### REQUIRED WORK
The whole listing below is to be repeated without alteration.

### DATA RECORDS
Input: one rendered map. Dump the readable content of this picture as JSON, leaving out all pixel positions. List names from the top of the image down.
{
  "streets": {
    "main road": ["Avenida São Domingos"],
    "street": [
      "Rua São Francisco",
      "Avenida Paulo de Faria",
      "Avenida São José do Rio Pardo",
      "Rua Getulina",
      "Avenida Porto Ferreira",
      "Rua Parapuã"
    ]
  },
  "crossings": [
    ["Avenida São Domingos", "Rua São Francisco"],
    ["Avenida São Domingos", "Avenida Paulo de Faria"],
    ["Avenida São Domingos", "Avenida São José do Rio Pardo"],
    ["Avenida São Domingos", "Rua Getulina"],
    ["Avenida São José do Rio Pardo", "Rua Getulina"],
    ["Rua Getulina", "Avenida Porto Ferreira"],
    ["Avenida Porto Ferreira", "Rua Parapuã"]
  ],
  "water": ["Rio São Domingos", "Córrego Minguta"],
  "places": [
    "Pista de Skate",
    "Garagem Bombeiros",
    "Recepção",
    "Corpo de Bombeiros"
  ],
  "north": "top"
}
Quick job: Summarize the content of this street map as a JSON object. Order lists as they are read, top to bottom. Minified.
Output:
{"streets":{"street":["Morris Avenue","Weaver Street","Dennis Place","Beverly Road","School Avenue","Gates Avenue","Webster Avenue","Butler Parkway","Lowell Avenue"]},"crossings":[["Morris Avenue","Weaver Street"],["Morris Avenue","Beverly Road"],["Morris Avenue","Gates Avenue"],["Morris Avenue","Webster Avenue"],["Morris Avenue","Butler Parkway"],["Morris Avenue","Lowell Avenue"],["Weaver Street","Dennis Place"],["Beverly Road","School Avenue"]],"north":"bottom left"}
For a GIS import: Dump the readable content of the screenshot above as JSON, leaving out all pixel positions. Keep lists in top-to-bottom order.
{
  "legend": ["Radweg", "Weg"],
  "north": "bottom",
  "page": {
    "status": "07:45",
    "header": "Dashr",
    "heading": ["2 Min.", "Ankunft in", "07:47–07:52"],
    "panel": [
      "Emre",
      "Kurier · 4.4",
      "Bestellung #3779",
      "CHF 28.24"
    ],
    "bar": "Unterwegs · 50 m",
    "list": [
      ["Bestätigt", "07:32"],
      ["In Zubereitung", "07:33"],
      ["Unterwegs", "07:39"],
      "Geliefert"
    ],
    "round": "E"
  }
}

### YOUR RESPONSE
Input: one rendered map. Dump the readable content of this picture as JSON, leaving out all pixel positions. List names from the top of the image down.
{
  "streets": {
    "main road": ["Avenida São Domingos"],
    "street": [
      "Rua São Francisco",
      "Avenida Paulo de Faria",
      "Avenida São José do Rio Pardo",
      "Rua Getulina",
      "Avenida Porto Ferreira",
      "Rua Parapuã"
    ]
  },
  "crossings": [
    ["Avenida São Domingos", "Rua São Francisco"],
    ["Avenida São Domingos", "Avenida Paulo de Faria"],
    ["Avenida São Domingos", "Avenida São José do Rio Pardo"],
    ["Avenida São Domingos", "Rua Getulina"],
    ["Avenida São José do Rio Pardo", "Rua Getulina"],
    ["Rua Getulina", "Avenida Porto Ferreira"],
    ["Avenida Porto Ferreira", "Rua Parapuã"]
  ],
  "water": ["Rio São Domingos", "Córrego Minguta"],
  "places": [
    "Pista de Skate",
    "Garagem Bombeiros",
    "Recepção",
    "Corpo de Bombeiros"
  ],
  "north": "top"
}
Quick job: Summarize the content of this street map as a JSON object. Order lists as they are read, top to bottom. Minified.
Output:
{"streets":{"street":["Morris Avenue","Weaver Street","Dennis Place","Beverly Road","School Avenue","Gates Avenue","Webster Avenue","Butler Parkway","Lowell Avenue"]},"crossings":[["Morris Avenue","Weaver Street"],["Morris Avenue","Beverly Road"],["Morris Avenue","Gates Avenue"],["Morris Avenue","Webster Avenue"],["Morris Avenue","Butler Parkway"],["Morris Avenue","Lowell Avenue"],["Weaver Street","Dennis Place"],["Beverly Road","School Avenue"]],"north":"bottom left"}
For a GIS import: Dump the readable content of the screenshot above as JSON, leaving out all pixel positions. Keep lists in top-to-bottom order.
{
  "legend": ["Radweg", "Weg"],
  "north": "bottom",
  "page": {
    "status": "07:45",
    "header": "Dashr",
    "heading": ["2 Min.", "Ankunft in", "07:47–07:52"],
    "panel": [
      "Emre",
      "Kurier · 4.4",
      "Bestellung #3779",
      "CHF 28.24"
    ],
    "bar": "Unterwegs · 50 m",
    "list": [
      ["Bestätigt", "07:32"],
      ["In Zubereitung", "07:33"],
      ["Unterwegs", "07:39"],
      "Geliefert"
    ],
    "round": "E"
  }
}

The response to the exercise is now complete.